Lejos de limitarse a una experiencia testimonial, el británico buscó el límite desde el primer momento. Las excursiones fuera de la trazada formaron parte del proceso, algo habitual en una disciplina donde el control del deslizamiento es clave. "Nos salimos un par de veces, pero eso pasa, hay que probar los límites, así que juego limpio, buen trabajo", resumió Oliver Solberg con naturalidad.
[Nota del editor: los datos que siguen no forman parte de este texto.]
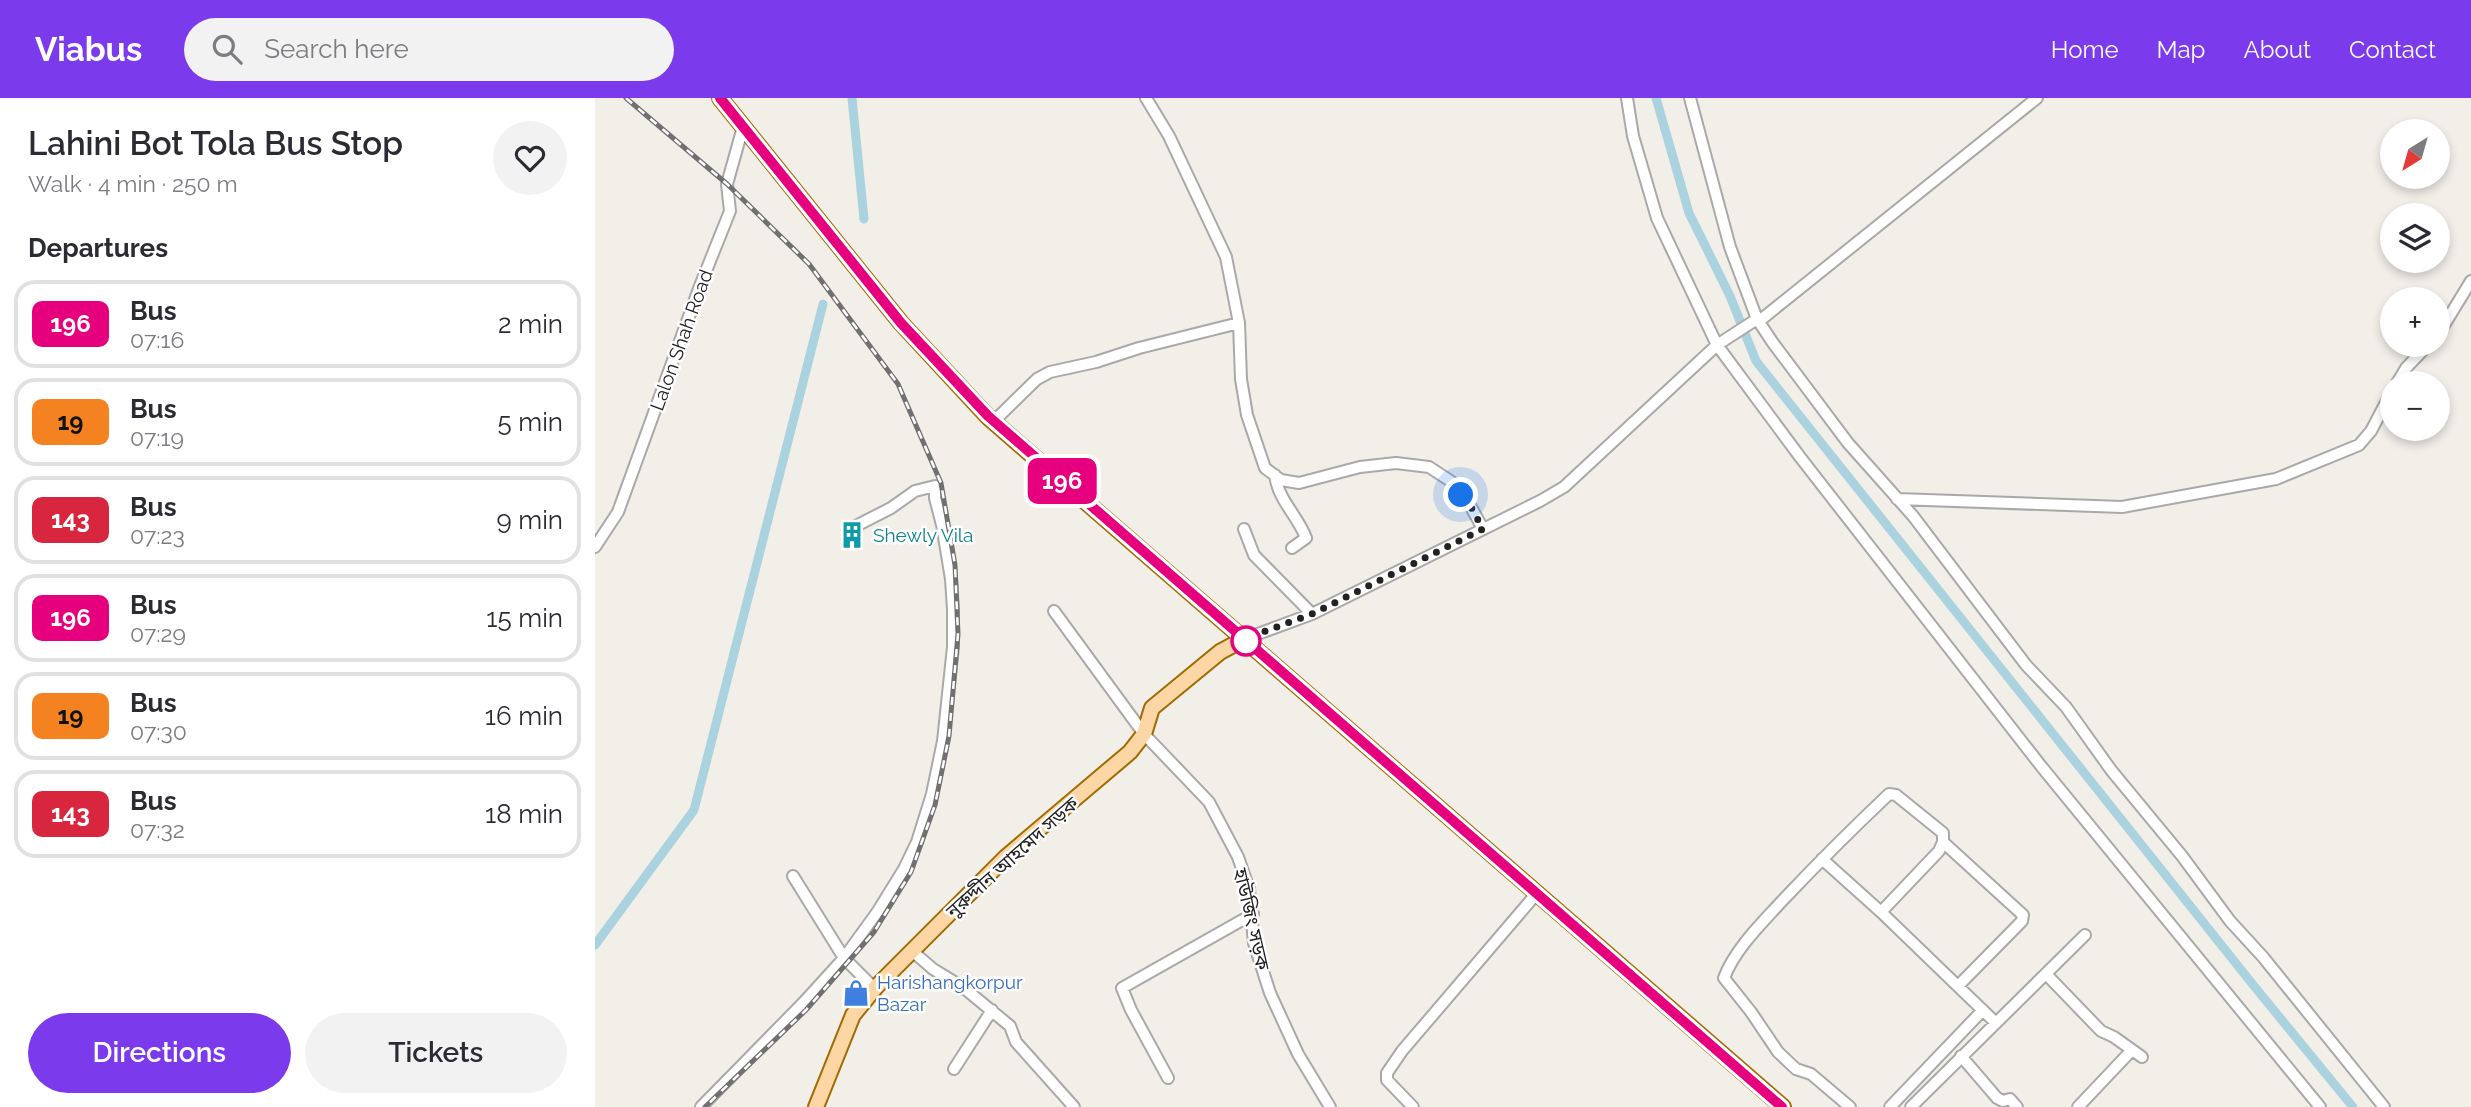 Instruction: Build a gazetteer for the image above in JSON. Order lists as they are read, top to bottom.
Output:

Desde otro punto del lago, Petter Solberg seguía la acción al volante de un Volkswagen Polo Rally2. El noruego no escatimó en elogios hacia el rendimiento del piloto de Fórmula 1. "Ha sido una carrera increíble. La he disfrutado mucho, pero me alegra mucho ver que Lando lo disfruta tanto", dijo.
"La verdad es que me impresionó mucho y al final Lando está presionando con fuerza. Iba detrás de él y no lo alcancé, así que estuvo realmente bien", destacó el campeón de 2003.
La incursión de Lando Norris no es un hecho aislado. Otros nombres destacados de la Fórmula 1 también han explorado en algún momento el 'mundo' de los tramos cronometrados. Max Verstappen probó hace poco un Ford Fiesta WRC de M-Sport que perteneció nada más y nada menos que a Sébastien Ogier, mientras que Lance Stroll se puso hace unos años al volante de un Citroën C3 Rally2 en caminos de tierra portugueses.
Con el viaje a Australia en el horizonte, surge la incógnita sobre si esta experiencia sobre hielo puede traducirse en beneficios competitivos. La conducción en rally potencia la sensibilidad con el acelerador, la gestión del sobreviraje y la capacidad de reacción ante pérdidas súbitas de adherencia, habilidades transferibles a cualquier monoplaza moderno.
Más allá de la especulación técnica, lo cierto es que Lando Norris ha vuelto a demostrar inquietud competitiva y pasión por cualquier disciplina con cuatro ruedas. Antes de arrancar la temporada de Fórmula 1, el británico ha decidido salir de su zona de confort y medirse a un escenario tan espectacular como exigente. El resultado: aprendizaje, espectáculo y un mensaje claro al mundo del motor sobre su versatilidad al volante.